PROBLEM DESCRIPTION »
Throughout the material, count the lines with the word "Output" in them, and answer with only the figure.

DATA SUPPLIED »
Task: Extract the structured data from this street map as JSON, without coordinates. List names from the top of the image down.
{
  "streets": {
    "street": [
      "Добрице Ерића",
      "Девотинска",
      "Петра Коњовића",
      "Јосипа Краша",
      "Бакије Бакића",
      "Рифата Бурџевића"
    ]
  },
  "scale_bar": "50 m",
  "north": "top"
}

--

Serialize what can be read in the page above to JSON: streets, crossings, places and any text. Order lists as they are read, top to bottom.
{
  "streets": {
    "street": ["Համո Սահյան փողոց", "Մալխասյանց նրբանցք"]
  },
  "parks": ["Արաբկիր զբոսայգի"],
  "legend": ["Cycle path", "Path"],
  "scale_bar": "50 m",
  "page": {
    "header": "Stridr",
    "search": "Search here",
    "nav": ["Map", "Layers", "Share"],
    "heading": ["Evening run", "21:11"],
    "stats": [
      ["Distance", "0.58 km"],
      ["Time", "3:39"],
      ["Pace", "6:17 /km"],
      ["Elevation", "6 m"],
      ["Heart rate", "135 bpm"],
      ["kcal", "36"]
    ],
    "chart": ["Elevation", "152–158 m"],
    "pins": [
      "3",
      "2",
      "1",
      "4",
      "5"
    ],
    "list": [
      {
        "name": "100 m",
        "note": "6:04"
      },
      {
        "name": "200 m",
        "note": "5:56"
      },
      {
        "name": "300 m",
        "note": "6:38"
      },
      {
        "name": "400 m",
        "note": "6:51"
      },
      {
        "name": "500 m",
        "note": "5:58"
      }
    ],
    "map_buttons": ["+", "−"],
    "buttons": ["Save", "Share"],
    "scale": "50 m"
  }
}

==

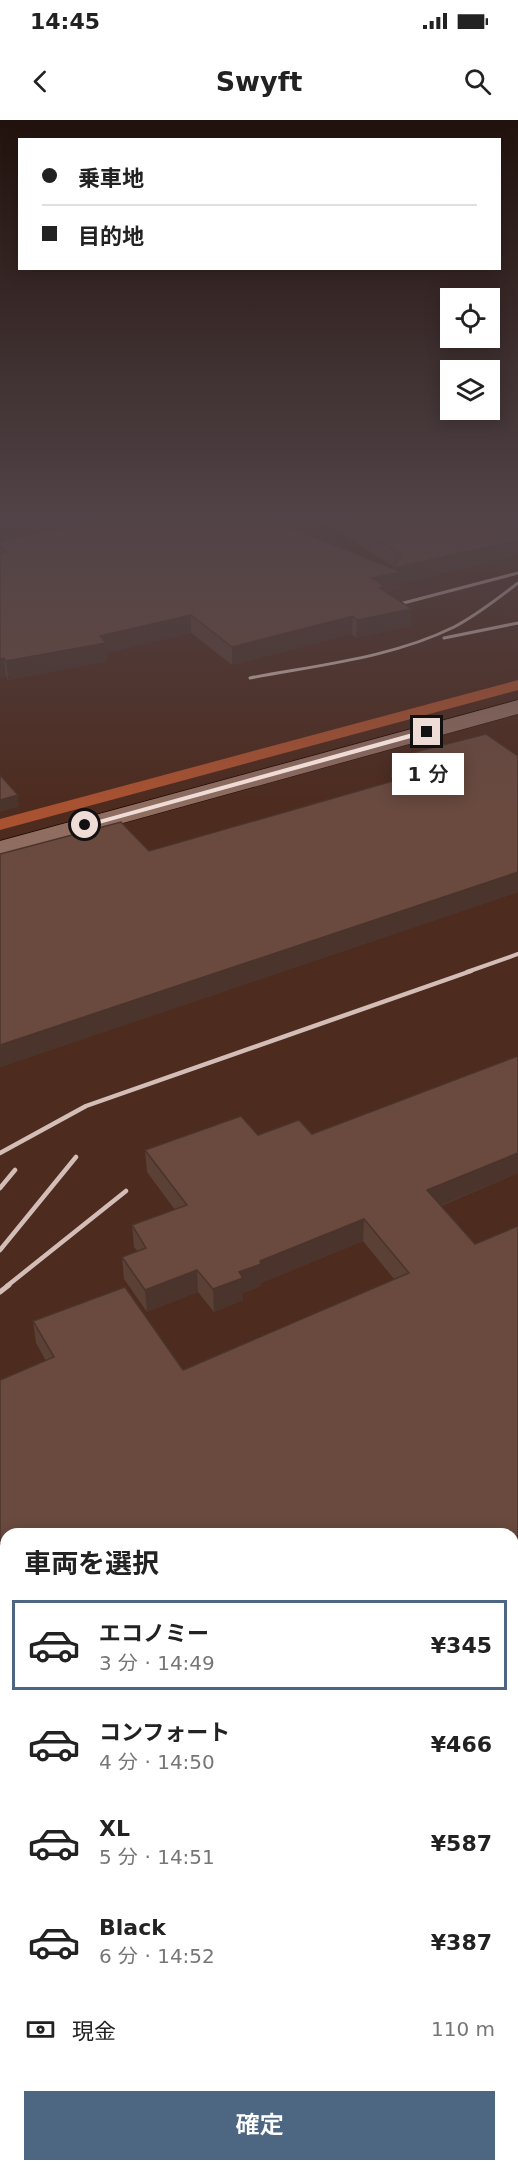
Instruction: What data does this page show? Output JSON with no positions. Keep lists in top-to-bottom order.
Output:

RESPONSE AREA »
2